Collected data:
= = = =

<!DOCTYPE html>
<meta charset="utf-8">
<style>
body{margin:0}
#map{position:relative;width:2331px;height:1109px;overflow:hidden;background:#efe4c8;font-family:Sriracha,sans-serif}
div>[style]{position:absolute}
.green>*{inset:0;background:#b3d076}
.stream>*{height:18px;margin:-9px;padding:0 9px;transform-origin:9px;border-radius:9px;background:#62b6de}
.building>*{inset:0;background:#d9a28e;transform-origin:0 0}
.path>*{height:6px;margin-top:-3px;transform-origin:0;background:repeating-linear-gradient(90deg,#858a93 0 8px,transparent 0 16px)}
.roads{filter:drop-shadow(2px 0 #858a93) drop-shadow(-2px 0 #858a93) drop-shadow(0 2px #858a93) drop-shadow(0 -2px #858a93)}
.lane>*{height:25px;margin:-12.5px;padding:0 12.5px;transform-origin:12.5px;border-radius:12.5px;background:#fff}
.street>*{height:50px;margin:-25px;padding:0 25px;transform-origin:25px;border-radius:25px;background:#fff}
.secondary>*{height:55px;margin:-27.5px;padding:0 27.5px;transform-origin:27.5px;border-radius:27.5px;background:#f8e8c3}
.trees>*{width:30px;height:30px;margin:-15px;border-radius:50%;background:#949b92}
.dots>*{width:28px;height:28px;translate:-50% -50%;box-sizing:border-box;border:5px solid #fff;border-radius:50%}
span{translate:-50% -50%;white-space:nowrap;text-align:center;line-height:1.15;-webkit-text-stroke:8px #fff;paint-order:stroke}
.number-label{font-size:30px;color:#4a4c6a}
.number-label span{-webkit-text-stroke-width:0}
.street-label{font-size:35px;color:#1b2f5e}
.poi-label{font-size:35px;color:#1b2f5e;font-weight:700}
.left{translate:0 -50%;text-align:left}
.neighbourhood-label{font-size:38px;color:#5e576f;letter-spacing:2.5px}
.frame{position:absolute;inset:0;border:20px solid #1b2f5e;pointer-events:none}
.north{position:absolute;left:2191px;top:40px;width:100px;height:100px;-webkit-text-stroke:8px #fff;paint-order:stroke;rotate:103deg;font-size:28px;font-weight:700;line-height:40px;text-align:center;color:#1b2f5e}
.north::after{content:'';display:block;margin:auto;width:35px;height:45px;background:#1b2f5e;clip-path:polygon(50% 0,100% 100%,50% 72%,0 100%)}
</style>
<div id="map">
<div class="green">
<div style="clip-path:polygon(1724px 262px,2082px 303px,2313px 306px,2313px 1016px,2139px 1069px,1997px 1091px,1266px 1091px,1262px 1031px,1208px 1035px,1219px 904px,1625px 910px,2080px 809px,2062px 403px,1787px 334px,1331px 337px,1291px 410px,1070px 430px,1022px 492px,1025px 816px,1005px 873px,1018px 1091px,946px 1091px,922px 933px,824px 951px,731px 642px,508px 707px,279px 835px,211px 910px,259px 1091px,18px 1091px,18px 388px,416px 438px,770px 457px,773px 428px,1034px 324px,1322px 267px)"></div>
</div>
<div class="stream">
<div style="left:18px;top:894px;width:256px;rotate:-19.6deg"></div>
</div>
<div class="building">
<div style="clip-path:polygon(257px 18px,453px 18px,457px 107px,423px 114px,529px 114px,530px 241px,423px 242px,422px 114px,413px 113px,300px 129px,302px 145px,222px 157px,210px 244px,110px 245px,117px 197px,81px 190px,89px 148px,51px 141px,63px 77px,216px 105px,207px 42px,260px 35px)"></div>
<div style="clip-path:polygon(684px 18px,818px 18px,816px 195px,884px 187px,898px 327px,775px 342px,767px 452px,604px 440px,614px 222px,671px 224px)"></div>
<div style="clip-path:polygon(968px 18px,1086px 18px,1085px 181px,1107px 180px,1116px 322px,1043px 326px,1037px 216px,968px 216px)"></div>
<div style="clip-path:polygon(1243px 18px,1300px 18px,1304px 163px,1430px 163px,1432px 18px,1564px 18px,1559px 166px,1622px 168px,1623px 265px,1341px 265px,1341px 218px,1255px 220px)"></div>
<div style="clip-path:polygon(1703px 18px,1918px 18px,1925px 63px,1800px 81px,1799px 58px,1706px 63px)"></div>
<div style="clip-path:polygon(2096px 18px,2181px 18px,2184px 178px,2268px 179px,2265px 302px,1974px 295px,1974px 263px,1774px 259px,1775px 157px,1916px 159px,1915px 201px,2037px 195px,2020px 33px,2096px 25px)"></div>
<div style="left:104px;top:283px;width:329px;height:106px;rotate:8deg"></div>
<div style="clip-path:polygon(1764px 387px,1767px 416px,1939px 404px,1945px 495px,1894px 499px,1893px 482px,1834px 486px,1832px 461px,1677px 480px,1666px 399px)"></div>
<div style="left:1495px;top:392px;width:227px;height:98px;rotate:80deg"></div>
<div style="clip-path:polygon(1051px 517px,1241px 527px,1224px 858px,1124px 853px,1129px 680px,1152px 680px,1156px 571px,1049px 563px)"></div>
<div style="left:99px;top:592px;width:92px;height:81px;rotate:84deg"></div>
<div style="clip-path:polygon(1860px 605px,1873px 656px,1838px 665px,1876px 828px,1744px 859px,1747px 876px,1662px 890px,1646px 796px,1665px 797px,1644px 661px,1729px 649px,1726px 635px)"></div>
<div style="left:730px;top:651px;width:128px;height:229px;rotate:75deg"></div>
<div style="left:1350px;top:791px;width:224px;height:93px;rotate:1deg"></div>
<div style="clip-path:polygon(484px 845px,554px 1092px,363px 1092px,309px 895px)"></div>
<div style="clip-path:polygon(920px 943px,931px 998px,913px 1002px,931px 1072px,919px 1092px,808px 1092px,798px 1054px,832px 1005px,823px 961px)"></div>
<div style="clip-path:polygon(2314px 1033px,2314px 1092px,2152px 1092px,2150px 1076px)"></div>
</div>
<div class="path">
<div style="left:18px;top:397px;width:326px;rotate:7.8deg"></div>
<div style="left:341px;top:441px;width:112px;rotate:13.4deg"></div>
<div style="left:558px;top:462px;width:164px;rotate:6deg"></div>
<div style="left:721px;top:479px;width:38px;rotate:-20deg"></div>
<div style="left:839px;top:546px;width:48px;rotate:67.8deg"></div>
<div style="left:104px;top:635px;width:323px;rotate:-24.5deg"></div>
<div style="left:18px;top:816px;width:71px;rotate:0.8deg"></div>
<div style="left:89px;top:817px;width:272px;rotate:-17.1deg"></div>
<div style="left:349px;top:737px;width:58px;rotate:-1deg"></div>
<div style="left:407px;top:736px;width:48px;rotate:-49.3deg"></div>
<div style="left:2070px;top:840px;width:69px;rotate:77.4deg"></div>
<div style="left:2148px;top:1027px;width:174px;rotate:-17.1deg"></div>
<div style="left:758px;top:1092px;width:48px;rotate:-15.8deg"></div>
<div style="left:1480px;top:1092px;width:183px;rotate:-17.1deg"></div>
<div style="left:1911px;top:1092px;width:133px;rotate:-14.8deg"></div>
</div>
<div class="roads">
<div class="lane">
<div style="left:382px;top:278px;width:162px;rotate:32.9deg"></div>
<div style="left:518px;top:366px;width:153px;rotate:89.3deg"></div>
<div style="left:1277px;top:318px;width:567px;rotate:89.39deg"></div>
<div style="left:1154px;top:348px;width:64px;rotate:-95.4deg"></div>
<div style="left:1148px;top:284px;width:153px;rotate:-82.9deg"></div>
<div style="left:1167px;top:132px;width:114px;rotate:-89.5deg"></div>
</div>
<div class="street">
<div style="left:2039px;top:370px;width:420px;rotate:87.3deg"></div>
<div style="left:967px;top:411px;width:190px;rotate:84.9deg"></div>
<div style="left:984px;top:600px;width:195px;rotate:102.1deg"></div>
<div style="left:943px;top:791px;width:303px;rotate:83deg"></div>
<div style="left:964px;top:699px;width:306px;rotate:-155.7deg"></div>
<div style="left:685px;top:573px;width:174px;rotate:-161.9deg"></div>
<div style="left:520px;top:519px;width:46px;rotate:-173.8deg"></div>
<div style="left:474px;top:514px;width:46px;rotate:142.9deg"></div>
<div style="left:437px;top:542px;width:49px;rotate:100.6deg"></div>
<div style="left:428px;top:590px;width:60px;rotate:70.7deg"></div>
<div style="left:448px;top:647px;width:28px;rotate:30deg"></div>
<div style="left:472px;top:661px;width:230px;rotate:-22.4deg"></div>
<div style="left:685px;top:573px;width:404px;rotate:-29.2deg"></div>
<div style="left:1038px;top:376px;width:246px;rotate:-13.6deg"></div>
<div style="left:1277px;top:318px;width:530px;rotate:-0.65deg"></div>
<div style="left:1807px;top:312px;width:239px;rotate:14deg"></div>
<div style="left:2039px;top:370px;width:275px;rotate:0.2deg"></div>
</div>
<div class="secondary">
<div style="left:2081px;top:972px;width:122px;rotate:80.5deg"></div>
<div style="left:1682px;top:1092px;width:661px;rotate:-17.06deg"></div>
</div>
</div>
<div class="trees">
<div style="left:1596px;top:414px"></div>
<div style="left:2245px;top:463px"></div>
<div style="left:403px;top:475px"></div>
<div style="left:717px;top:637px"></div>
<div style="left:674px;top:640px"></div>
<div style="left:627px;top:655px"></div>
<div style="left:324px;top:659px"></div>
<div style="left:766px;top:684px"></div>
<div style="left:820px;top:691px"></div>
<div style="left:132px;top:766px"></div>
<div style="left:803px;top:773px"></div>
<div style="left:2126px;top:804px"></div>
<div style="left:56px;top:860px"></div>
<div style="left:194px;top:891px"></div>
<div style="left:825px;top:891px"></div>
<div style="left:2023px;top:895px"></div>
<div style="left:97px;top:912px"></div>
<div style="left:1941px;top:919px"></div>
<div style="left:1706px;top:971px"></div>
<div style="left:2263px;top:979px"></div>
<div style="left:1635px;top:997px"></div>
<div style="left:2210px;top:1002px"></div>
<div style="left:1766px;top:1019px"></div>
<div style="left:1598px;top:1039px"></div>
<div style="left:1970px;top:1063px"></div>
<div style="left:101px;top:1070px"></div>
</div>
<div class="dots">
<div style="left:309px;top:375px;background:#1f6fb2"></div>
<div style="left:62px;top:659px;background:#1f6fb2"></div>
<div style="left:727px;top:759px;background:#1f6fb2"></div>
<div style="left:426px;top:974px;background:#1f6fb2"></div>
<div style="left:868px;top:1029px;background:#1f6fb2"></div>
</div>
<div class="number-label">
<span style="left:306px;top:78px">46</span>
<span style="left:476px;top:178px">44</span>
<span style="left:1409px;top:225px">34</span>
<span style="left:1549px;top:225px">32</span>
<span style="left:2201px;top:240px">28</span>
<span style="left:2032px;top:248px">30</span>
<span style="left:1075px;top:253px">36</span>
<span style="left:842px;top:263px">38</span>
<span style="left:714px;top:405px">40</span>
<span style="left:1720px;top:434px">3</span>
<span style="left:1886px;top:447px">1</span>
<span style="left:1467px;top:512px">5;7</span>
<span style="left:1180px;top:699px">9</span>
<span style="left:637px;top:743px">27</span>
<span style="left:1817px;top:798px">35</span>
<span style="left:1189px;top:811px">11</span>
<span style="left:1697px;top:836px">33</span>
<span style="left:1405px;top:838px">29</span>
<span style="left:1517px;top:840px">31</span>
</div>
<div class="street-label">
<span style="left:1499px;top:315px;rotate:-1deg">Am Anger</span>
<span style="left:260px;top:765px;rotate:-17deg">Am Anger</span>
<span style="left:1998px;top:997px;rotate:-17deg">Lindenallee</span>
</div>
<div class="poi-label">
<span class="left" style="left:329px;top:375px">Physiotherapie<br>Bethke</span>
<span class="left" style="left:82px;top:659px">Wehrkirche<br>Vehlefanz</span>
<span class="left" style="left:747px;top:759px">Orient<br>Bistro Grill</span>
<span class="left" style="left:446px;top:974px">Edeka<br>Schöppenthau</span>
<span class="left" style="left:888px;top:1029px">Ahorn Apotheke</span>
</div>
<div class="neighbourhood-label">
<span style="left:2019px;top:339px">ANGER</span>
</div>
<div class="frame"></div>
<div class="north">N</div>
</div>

= = = =

▶ **AIM OF THE TASK**:
Look through the entries above and find each line where the word "stream" occurs; copy those lines.

▶ **SOLUTION TO THIS EXERCISE**:
.stream>*{height:18px;margin:-9px;padding:0 9px;transform-origin:9px;border-radius:9px;background:#62b6de}
<div class="stream">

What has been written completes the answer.